August 12, 2009: Paul Weiss, nanotech scientists and recent editor of two nanotech-sector journals, has been named director of the California NanoSystems Institute at UCLA, for a five-year term. Coming from Penn State, his group’s work will focus on atomic-scale chemical, physical, optical, mechanical, and electronic properties of surfaces and supramolecular assemblies.
Leonard H. Rome, the CNSI’s interim director for the last two years and “played a significant role” in forging industry relationships including CNSI founding partners Abraxis BioScience, BASF, Hewlett-Packard, and Intel, will resume his previous role as associate director. Rome is also senior associate dean for research at the David Geffen School of Medicine at UCLA and a professor of biological chemistry.

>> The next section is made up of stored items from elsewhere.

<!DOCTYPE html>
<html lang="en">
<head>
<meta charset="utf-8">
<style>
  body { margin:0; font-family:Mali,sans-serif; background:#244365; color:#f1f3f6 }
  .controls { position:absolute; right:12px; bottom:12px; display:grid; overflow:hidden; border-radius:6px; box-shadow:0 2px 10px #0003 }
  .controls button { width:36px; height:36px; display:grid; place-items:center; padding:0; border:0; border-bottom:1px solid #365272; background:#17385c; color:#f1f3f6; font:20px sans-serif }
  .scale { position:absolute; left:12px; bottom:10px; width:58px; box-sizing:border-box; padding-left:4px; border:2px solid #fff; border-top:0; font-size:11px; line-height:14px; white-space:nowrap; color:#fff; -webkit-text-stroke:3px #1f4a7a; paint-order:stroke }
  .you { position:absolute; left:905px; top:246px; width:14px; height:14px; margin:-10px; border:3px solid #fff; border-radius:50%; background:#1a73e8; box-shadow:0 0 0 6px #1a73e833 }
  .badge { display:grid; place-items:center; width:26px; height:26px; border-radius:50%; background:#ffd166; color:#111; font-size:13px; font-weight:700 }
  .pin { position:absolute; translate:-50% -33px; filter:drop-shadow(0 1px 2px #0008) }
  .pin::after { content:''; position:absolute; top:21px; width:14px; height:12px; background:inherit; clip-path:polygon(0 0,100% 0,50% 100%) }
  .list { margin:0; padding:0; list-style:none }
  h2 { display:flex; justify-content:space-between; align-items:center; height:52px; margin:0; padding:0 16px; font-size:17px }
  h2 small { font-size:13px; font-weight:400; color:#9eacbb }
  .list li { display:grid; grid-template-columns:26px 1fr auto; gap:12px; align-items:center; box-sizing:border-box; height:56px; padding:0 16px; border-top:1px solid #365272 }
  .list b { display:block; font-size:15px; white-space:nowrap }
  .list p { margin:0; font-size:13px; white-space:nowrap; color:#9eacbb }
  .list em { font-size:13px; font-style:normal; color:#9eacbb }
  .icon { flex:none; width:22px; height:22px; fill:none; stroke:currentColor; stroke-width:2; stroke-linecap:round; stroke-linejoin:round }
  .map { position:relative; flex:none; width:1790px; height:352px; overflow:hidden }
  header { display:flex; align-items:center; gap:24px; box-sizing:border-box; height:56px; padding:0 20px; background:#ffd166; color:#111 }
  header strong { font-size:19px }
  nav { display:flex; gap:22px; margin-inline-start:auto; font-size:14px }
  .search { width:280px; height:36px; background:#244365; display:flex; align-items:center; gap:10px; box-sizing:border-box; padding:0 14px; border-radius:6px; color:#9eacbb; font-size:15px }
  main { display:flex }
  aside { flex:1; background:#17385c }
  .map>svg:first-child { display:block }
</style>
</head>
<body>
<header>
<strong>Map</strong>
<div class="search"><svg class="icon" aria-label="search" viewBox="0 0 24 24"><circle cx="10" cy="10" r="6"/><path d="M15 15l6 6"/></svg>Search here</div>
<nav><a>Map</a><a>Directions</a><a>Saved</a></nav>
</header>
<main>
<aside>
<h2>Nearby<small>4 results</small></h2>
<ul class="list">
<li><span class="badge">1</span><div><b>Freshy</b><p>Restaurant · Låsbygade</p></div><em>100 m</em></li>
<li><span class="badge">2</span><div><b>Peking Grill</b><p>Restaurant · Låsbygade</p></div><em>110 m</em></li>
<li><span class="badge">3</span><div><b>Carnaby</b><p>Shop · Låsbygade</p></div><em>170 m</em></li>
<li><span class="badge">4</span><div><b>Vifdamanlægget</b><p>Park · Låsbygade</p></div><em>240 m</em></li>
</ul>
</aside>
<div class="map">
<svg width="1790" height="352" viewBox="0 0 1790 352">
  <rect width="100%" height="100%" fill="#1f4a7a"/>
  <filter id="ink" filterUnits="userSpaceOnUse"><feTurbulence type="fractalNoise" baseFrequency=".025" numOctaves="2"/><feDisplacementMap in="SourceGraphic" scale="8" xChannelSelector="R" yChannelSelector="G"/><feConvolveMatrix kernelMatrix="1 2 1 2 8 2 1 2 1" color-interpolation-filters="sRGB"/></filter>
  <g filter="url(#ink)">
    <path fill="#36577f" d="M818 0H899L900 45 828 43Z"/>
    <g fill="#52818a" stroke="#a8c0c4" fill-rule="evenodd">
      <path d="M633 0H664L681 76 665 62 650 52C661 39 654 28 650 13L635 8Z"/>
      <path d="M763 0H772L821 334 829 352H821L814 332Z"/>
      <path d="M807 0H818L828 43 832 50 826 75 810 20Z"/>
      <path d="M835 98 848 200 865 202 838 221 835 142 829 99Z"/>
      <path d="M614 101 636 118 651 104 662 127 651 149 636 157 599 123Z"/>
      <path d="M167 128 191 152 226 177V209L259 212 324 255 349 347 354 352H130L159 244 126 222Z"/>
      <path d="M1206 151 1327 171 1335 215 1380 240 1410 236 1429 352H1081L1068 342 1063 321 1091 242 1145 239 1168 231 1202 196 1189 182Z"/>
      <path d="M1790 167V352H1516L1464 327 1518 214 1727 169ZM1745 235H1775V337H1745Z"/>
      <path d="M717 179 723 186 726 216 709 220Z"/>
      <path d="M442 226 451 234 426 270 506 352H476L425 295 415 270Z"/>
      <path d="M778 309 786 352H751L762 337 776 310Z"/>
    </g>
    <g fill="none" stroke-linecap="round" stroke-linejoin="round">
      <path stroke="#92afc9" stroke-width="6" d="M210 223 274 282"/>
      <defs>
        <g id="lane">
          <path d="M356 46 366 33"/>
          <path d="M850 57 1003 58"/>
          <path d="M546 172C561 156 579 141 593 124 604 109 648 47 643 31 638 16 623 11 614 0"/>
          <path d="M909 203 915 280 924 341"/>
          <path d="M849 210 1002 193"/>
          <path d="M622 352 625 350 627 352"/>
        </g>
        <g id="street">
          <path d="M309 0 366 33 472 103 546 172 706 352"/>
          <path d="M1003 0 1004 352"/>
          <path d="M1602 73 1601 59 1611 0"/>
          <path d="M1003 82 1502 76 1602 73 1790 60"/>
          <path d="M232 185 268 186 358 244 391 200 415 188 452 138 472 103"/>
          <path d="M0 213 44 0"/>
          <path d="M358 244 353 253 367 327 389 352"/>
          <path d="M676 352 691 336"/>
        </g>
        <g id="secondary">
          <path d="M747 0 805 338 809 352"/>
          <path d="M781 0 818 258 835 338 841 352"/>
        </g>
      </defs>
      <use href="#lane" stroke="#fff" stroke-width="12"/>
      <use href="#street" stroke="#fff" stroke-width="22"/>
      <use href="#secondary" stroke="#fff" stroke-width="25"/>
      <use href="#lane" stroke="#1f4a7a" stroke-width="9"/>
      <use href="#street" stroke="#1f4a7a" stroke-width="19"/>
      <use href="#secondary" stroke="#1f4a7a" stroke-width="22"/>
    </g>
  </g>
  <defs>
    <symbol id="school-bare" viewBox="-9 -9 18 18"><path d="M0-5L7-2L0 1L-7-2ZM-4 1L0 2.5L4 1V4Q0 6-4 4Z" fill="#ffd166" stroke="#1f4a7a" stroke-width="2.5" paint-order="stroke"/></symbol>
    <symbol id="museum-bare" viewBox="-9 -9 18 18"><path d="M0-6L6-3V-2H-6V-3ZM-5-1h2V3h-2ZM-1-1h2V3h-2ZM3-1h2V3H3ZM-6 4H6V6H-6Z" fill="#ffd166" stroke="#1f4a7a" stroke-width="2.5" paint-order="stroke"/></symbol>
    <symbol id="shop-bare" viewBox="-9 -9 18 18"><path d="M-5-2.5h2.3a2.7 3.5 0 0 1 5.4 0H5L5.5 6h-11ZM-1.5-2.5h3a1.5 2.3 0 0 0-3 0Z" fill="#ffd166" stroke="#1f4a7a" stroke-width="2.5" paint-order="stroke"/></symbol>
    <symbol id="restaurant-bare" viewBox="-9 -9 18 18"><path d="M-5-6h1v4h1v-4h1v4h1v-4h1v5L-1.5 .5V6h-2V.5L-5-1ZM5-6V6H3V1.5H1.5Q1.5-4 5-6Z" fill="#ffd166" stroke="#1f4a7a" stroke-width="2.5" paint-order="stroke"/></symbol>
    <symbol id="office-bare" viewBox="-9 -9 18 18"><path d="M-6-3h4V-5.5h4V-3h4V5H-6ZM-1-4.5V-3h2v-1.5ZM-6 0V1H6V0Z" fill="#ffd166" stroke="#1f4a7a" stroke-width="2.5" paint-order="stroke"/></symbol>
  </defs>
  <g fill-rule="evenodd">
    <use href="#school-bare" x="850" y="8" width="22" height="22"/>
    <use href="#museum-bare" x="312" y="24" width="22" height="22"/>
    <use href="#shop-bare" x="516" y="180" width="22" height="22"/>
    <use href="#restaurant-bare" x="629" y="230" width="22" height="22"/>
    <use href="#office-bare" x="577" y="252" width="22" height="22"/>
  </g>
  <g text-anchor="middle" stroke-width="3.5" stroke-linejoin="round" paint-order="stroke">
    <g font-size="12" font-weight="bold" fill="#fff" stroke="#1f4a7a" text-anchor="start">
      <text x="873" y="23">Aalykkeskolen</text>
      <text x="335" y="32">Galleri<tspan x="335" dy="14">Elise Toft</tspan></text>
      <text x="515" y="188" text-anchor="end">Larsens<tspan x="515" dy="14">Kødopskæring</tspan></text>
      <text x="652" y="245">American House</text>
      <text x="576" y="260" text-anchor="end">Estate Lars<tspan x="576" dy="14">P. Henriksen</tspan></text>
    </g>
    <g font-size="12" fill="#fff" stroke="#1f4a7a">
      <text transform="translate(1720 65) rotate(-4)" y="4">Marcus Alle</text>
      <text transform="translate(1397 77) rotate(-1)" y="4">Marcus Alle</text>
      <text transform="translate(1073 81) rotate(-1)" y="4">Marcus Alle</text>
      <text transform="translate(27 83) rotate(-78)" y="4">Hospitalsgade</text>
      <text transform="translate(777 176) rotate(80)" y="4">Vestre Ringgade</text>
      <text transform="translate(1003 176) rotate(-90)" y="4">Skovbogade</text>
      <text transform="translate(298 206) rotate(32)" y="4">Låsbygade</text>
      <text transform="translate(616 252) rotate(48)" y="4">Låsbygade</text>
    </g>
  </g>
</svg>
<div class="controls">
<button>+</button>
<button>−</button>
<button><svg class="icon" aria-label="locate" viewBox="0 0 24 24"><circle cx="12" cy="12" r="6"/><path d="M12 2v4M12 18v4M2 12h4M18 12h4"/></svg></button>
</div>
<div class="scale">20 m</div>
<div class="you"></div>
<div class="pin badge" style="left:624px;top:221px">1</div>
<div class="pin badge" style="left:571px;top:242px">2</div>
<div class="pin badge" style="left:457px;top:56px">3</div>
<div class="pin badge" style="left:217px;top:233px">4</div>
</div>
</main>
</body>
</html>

Weiss has published more than 200 papers and patents and has given more than 400 invited and plenary lectures, with a handful of honors and awards including ones from the National Science Foundation, the American Chemical Society, and a John Simon Guggenheim Memorial Foundation Fellowship (1997). He is a fellow of the American Association for the Advancement of Science, the American Physical Society, and the American Vacuum Society, and a senior member of the IEEE. His background includes postdoctoral member of the technical staff at Bell Labs (1986-1988) and a visiting scientist at the IBM Almaden Research Center (1988-1989). Professorships include U. of Washington and Kyoto U. He also was senior editor of the IEEE’s Electron Device Letters (2005-2007) and founding editor-in-chief of ACS Nano (2007-present).
“Professor Weiss is a groundbreaking scientist, and we look forward to the key contributions that he and his wife, Professor Anne Andrews [newly appointed professor of psychiatry at UCLA], will make to research and education here,” said Joseph A. Rudnick, dean of the UCLA division of physical sciences, in a statement.